| What the task asks |
The lines to return are those below that contain the word "building".

| Dataset entries |
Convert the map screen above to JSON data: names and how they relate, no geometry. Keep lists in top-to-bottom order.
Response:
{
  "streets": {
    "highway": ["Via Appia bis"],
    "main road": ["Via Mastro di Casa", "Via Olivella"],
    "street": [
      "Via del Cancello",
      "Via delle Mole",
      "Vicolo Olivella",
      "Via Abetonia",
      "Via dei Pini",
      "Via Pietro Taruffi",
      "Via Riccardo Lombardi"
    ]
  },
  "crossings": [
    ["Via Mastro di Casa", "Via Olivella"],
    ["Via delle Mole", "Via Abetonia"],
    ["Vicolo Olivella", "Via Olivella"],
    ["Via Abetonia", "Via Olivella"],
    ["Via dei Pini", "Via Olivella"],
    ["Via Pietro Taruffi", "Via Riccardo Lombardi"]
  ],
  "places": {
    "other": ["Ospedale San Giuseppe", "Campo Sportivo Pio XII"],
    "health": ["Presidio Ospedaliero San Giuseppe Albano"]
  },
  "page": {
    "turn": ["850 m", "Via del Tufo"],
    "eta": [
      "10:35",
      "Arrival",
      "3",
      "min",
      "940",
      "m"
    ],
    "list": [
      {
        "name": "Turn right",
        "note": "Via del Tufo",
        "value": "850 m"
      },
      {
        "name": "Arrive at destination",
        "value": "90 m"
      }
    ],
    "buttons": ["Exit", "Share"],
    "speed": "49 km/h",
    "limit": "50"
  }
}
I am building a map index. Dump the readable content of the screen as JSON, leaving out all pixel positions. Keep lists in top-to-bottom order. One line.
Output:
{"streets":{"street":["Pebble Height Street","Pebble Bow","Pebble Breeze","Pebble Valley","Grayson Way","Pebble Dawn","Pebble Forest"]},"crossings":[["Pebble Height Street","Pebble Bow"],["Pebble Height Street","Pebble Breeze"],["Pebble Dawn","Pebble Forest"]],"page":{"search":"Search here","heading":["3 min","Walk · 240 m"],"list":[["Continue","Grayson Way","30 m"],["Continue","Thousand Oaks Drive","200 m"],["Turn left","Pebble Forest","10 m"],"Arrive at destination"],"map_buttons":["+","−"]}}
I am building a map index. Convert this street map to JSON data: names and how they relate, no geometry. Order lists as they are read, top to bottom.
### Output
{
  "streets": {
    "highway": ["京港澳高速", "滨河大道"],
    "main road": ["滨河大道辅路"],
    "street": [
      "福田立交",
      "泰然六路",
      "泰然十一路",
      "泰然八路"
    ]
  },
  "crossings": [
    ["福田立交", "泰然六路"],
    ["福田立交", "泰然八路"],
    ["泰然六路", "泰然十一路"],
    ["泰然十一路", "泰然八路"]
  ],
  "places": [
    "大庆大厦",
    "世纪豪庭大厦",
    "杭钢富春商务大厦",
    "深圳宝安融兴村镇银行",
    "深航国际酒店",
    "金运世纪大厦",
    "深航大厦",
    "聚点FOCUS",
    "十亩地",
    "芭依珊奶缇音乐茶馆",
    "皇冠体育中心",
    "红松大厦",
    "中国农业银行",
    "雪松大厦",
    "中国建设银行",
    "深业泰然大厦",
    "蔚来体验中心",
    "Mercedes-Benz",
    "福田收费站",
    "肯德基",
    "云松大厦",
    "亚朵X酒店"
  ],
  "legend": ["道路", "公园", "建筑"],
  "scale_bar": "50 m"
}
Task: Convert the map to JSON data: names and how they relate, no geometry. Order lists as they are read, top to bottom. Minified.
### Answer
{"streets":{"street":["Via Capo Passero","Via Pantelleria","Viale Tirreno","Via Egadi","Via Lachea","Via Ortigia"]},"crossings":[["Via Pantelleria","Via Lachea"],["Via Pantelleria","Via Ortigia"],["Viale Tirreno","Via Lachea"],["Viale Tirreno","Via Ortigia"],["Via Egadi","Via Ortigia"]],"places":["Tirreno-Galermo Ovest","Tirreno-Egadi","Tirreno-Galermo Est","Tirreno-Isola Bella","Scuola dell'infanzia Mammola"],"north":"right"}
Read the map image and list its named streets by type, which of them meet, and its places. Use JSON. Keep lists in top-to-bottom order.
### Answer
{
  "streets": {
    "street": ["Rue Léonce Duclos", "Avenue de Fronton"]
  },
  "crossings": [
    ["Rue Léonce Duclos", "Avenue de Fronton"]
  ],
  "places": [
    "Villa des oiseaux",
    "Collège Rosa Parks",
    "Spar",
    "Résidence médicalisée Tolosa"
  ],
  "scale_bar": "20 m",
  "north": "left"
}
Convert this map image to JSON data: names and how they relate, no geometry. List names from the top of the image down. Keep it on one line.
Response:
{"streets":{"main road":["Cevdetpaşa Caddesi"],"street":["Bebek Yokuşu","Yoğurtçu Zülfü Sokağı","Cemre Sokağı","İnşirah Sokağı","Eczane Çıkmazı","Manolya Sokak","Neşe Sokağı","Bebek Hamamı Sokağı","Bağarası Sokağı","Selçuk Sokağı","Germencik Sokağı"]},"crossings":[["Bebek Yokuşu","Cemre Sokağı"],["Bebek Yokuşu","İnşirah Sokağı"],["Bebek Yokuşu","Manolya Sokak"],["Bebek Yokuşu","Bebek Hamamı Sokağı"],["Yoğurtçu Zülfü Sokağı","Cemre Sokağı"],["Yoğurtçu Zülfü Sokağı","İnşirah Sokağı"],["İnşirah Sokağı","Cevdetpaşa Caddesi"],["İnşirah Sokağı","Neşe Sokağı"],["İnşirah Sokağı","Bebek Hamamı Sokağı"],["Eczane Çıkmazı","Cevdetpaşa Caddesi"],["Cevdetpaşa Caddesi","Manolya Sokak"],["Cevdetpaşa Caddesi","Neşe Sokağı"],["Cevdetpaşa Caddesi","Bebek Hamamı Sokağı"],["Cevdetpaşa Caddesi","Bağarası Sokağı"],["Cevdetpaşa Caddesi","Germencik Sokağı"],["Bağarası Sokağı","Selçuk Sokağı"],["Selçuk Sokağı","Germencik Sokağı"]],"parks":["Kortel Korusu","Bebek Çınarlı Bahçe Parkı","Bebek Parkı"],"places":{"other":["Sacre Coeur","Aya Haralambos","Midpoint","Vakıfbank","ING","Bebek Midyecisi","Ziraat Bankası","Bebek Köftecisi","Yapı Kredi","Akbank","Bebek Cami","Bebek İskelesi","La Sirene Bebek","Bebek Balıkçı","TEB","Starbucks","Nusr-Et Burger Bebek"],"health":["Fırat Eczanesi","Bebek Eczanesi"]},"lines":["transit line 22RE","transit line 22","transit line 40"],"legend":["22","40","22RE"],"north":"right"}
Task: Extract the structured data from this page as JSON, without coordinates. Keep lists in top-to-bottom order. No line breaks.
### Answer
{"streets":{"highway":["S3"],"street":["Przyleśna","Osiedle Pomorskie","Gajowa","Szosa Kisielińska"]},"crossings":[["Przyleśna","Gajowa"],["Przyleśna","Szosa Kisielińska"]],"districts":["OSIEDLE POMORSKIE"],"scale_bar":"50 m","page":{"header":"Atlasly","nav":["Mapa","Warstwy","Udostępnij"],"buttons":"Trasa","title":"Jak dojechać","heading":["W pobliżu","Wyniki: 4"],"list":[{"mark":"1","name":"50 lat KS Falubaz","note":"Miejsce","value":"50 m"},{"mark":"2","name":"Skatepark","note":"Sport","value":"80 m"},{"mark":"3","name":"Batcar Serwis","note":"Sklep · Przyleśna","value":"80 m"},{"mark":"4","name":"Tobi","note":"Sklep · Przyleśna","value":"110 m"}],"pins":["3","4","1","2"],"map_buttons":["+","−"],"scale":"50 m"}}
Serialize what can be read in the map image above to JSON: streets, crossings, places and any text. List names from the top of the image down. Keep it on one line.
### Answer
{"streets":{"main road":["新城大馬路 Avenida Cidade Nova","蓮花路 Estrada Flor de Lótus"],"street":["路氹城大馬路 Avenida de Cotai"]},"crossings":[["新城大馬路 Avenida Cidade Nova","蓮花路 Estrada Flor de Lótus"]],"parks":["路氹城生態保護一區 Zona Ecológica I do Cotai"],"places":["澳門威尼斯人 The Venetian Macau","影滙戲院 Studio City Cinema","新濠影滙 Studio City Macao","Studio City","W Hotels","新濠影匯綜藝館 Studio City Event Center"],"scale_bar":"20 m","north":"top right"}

| Answer section |
I am building a map index. Dump the readable content of the screen as JSON, leaving out all pixel positions. Keep lists in top-to-bottom order. One line.
I am building a map index. Convert this street map to JSON data: names and how they relate, no geometry. Order lists as they are read, top to bottom.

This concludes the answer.